Des annulations, des reports, des réunions, du chômage partiel, des projets avortés, du télétravail et ...du silence. Nous n'aurons pas d'été et l'été c'est notre théâtre alors forcément ça fait chier ! On attend docilement le feu vert de Castaner pour nous remettre à la rue et travailler à la suite mais cette pause imposée a un petit goût de pavé dans la marre qui n’est pas pour me déplaire.
Et après...
Faudra t’il augmenter notre puissance de frappe et devenir encore et toujours plus incisifs pour dégoter des contrats, des coprod, des reports, des places dans les plaquettes ?
Allons-nous courir deux fois plus vite vers les 507h et les 10 pré-achats ?
Devra t’on mettre un peu plus sous pression nos chargé(e)s de diff pour vendre notre cam ? Envoyer deux fois plus de mails, distribuer encore plus de fly, encoller toujours plus d’affiches ?
Allons nous nous précipiter sur la saison 2021 comme des confinés sur du PQ ?
Faudra t’il construire de nouveaux garages à Avignon, de nouvelles ruelles à Aurillac ?
2021 sera t’elle une saison deux en un ?
Et si la deuxième vague était plus longue, deviendrons-nous tous des lecteurs en gros plan, des spécialistes du facebooklive pour clientèle culturelle confinée en mal de divertissement ? Des youtubeur en quête de likes ? Des rigolos sur les réseaux ?
Et puis..
Est-ce que les travaux que nous menions avant cette suspension auront encore du sens demain ? Devrons-nous raccrocher les wagons, rafraîchir nos créations comme on recharge une page web, entrer dans la course de l’édition spéciale ?
Que signifie un retour à la normale ?
Le théâtre a t’il besoin d’un plan de relance ?
Le théâtre doit-il creuser la dette pour se creuser la tête ?
Les arts de la rue auront-ils encore droit de cité dans un espace public mis sous cloche ?
Nos festivals baignent déjà dans une atmosphère sécuritaire.

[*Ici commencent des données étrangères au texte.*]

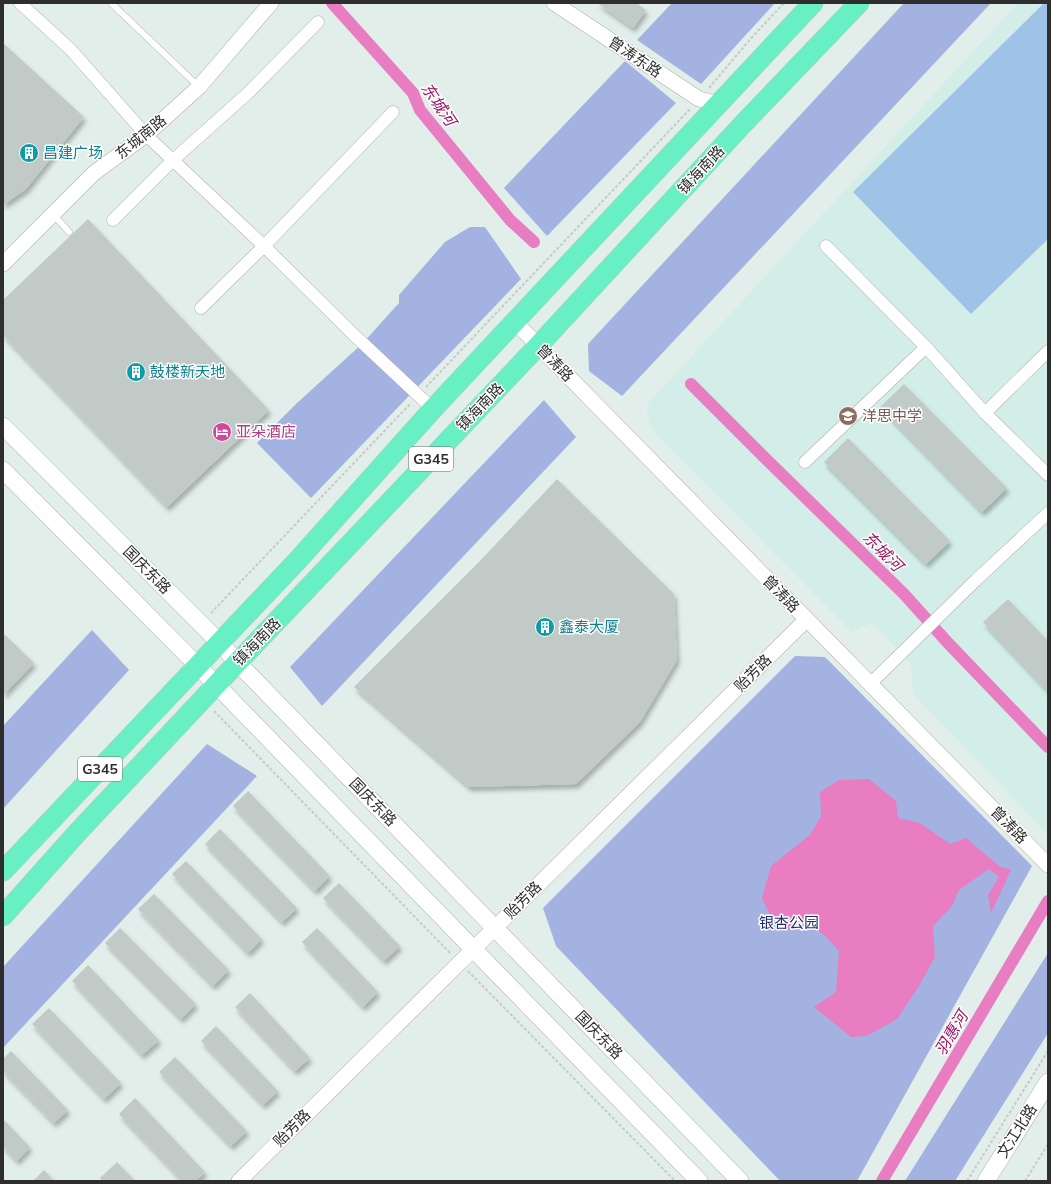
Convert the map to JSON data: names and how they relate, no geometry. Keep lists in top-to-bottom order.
{
  "streets": {
    "highway": ["镇海南路", "G345"],
    "main road": ["国庆东路", "文江北路"],
    "street": [
      "曾涛东路",
      "东城南路",
      "曾涛路",
      "贻芳路"
    ]
  },
  "crossings": [
    ["曾涛东路", "镇海南路"],
    ["镇海南路", "曾涛路"],
    ["镇海南路", "国庆东路"],
    ["曾涛路", "贻芳路"],
    ["国庆东路", "贻芳路"]
  ],
  "water": ["东城河", "羽惠河"],
  "parks": ["银杏公园"],
  "places": {
    "building": ["昌建广场", "鼓楼新天地", "鑫泰大厦"],
    "school or university": ["洋思中学"],
    "hotel": ["亚朵酒店"]
  }
}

Les barrières Vaubans, les vigiles privés, les kilomètres de rubalise et les dispositifs anti voiture bélier font désormais partie intégrante de nos terrains de jeux. Devra t’on ajouter à cette liste des tonnes de plastique sanitaire, des hectolitres de gel hydro-alcoolique ? Nous avons eu l'exemple avec l'état d'urgence, nous savons qu'une fois installées les restrictions des libertés deviennent la norme. Comment et à quoi allons nous jouer demain ?
Après rue vide viendra rue libre, il faudra rebattre les cartes et réinventer les règles.
Et si ce bordel donnait un nouveau souffle, faisait éclore de nouvelle forme ?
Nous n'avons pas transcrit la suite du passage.